5.2. Managerial implications

Comparative relation mining is of great interest to both academic and the industry, since it would identify areas in which products may perform in a similar way, and yield insights about areas in which one product outperforms the other. Compared with the traditional text mining, the identification of comparative relations would enable our deep understanding of semantic information behind the textual data, and thereby the competitive position of the products in the market.

With reference to the traditional CSR model, we improve the generation of sequence rules well by optimising the length of the sequence and the expression of comparison keywords in the sequence, thereby achieve the balance of effectiveness and efficiency in comparative relation mining. This study is a good reference for future work on identifying comparative relations using CSR methods. Besides, we adopt an “ algorithm + strategy“ solution to identify the implicit comparative relations in non-comparative reviews classified by other methods, thus to improve the whole recognition process. Therefore, the combination of algorithms and recognition strategies is also a good idea to improve the accuracy of comparative relation mining. In this paper, we choose Chinese reviews to conduct experiments and train model, and our methods is also applicable to English texts.
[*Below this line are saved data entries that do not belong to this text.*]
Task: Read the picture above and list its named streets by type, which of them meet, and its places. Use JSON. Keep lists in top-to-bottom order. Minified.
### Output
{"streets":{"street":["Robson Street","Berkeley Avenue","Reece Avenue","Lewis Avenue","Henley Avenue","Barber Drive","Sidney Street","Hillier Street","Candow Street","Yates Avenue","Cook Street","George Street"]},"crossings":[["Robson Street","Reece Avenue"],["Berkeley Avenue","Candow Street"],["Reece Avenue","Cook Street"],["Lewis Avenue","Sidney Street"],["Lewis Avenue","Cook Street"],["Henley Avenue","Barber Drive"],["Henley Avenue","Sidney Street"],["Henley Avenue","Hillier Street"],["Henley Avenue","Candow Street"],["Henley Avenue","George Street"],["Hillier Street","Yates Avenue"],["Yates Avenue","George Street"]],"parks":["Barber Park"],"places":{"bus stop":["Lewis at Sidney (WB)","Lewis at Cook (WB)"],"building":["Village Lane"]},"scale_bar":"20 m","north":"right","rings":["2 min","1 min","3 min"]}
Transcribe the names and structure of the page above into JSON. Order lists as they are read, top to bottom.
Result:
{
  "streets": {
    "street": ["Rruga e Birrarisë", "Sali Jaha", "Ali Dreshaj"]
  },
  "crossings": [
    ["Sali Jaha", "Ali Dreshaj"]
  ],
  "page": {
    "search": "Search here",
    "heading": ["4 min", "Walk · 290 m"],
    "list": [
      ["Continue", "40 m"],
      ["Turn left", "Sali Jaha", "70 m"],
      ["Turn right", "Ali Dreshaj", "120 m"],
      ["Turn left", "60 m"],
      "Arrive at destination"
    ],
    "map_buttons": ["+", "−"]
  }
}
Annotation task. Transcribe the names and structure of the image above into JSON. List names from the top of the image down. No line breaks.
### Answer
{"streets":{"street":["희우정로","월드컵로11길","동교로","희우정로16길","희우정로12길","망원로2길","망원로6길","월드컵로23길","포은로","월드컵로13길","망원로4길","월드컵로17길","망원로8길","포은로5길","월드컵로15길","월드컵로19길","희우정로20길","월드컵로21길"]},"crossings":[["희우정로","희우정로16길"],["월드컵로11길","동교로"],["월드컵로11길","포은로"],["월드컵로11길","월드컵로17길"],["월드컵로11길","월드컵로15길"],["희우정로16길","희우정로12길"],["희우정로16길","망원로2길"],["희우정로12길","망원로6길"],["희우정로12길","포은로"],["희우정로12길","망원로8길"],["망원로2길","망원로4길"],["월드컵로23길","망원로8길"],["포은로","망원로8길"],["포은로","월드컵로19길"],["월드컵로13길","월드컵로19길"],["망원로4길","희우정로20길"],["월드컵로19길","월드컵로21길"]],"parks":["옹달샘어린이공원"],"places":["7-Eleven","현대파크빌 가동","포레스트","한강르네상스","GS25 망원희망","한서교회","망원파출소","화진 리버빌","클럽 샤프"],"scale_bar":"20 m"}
Our work broadens the research scope of traditional text mining. It is of significance for identifying comparative relations from user generated contexts, especially for business scenario such as online shopping, product competitiveness analysis. For example, according to the comparative relations, we can construct a competitive network of products, where nodes represent products, each link between two products represents a comparative relation, and the number of links between two products indicates the strength of this relation. By understanding the structure of such a network, we can study the hierarchy of the market by identifying the position of each product. Furthermore, we can extract the competitive relations with the target product (which can be presented as the core node) and thus identify the competitors of the target product. Finally, we can obtain and illustrate the competitive advantages and disadvantages between the target product and its competitors. Therefore, the experimental results show that our proposed method achieves better results in identifying comparative relations, thus providing technical support for identifying competitors in the next step.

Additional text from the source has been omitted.